Retype all data exactly as given. Pictures should not be retyped.

===== INFORMATION PROVIDED =====

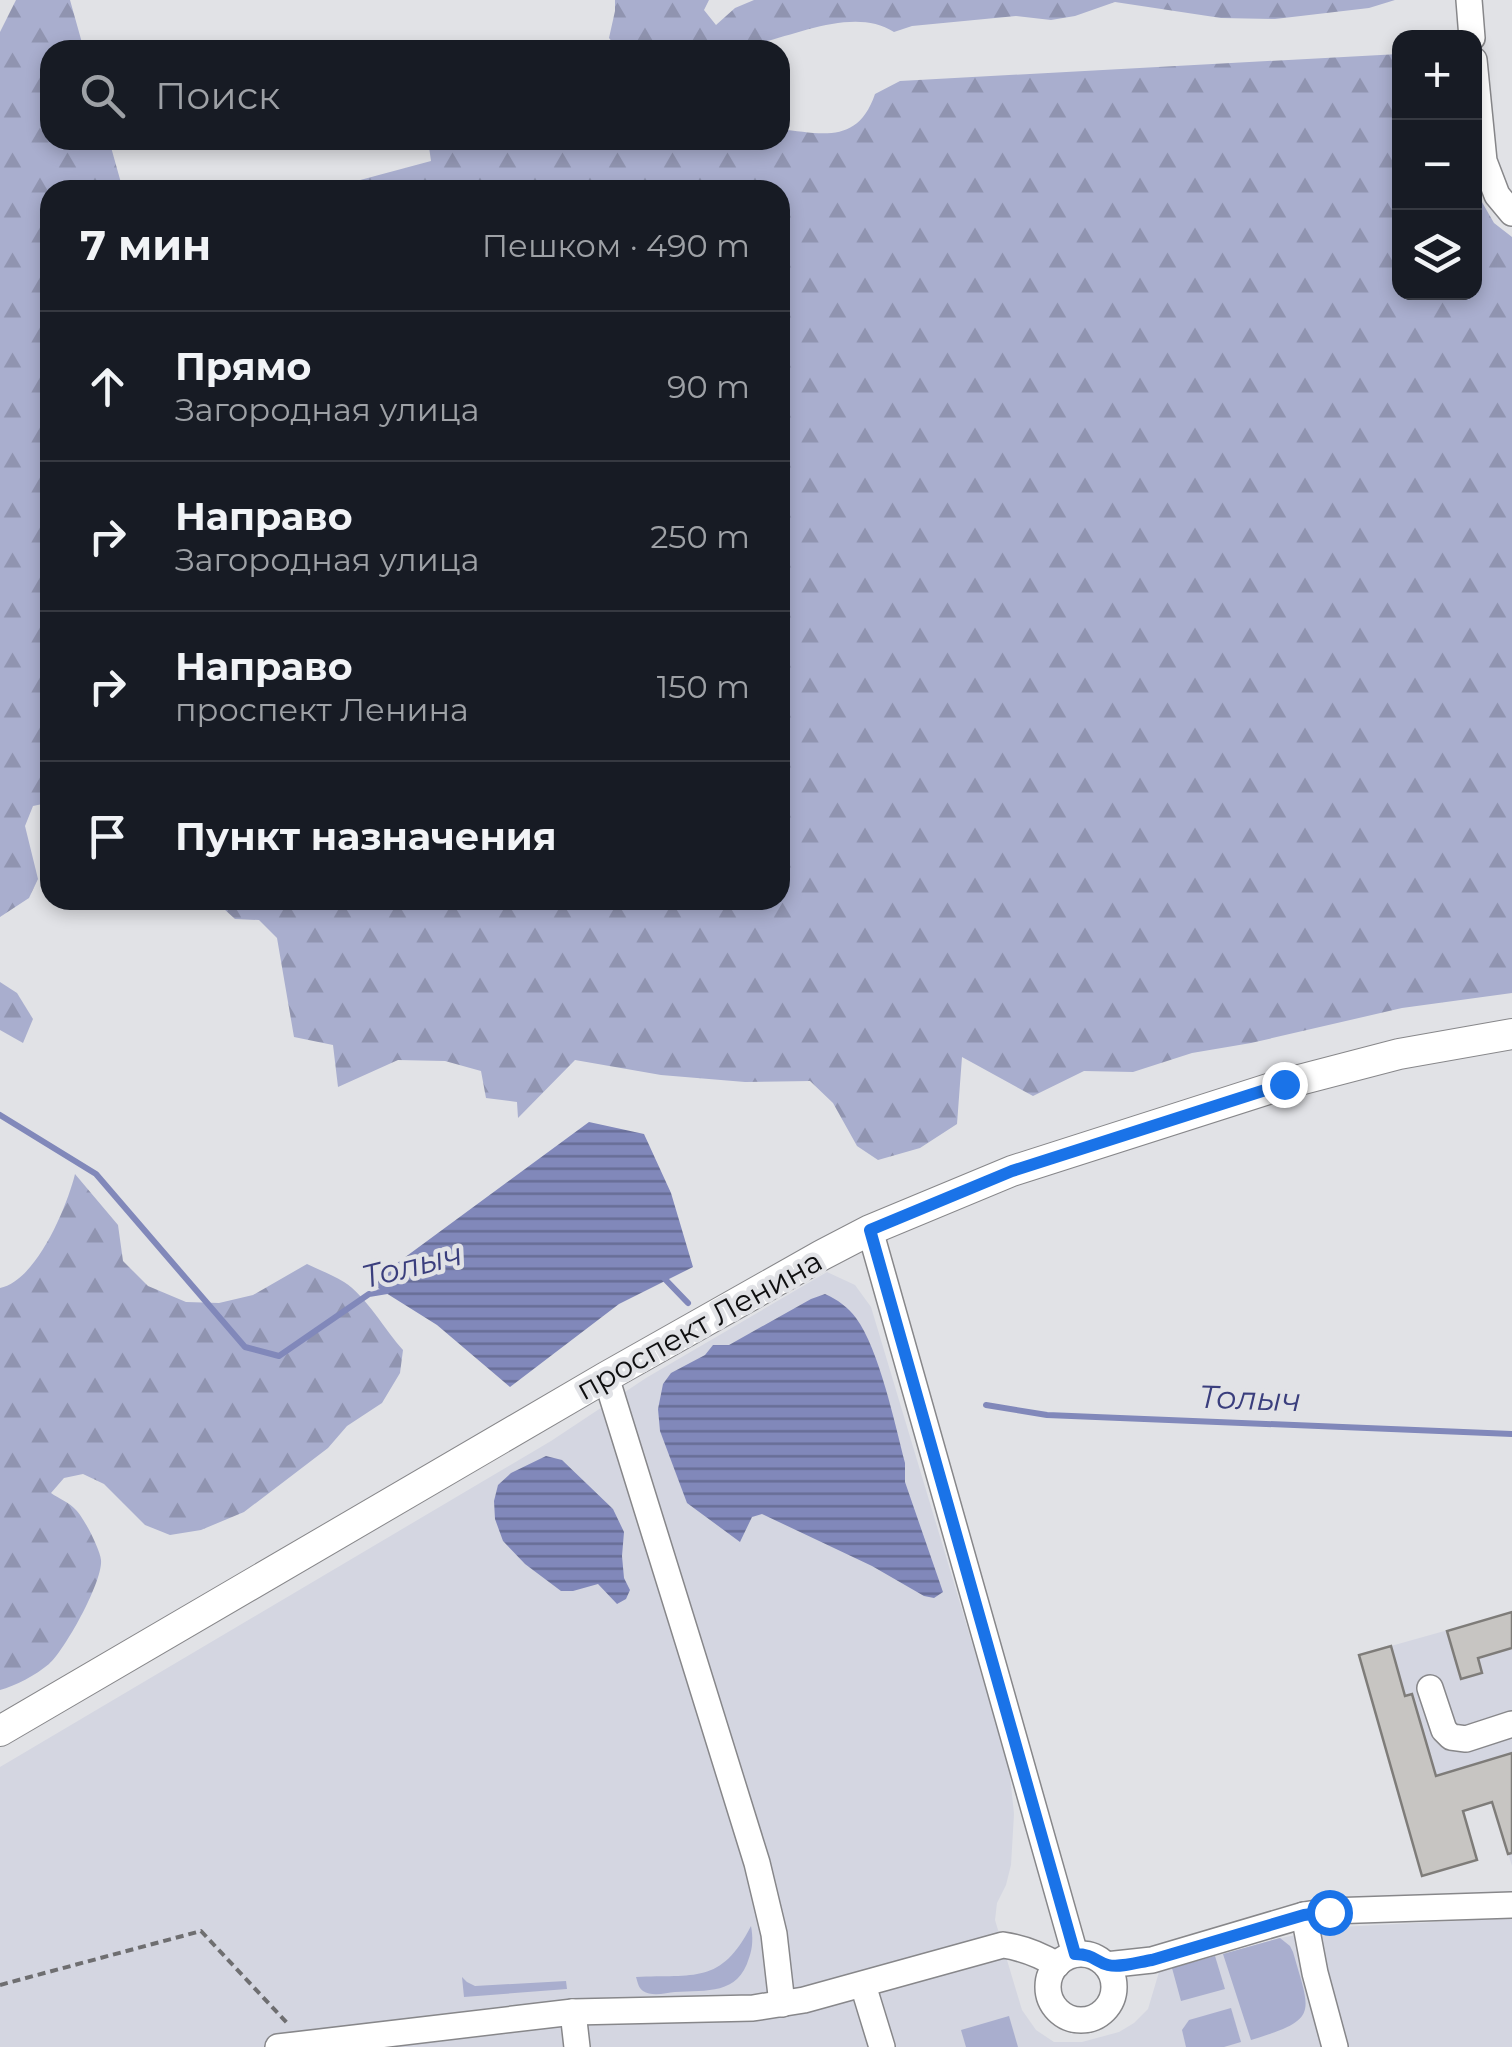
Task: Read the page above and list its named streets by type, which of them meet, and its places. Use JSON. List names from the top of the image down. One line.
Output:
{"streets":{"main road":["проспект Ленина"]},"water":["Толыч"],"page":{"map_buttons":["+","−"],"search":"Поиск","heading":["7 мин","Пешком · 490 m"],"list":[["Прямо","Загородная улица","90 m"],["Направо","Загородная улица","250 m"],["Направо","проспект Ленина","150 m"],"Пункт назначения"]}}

=====

SOLUTION BELOW -
Task: Read the page above and list its named streets by type, which of them meet, and its places. Use JSON. List names from the top of the image down. One line.
Output:
{"streets":{"main road":["проспект Ленина"]},"water":["Толыч"],"page":{"map_buttons":["+","−"],"search":"Поиск","heading":["7 мин","Пешком · 490 m"],"list":[["Прямо","Загородная улица","90 m"],["Направо","Загородная улица","250 m"],["Направо","проспект Ленина","150 m"],"Пункт назначения"]}}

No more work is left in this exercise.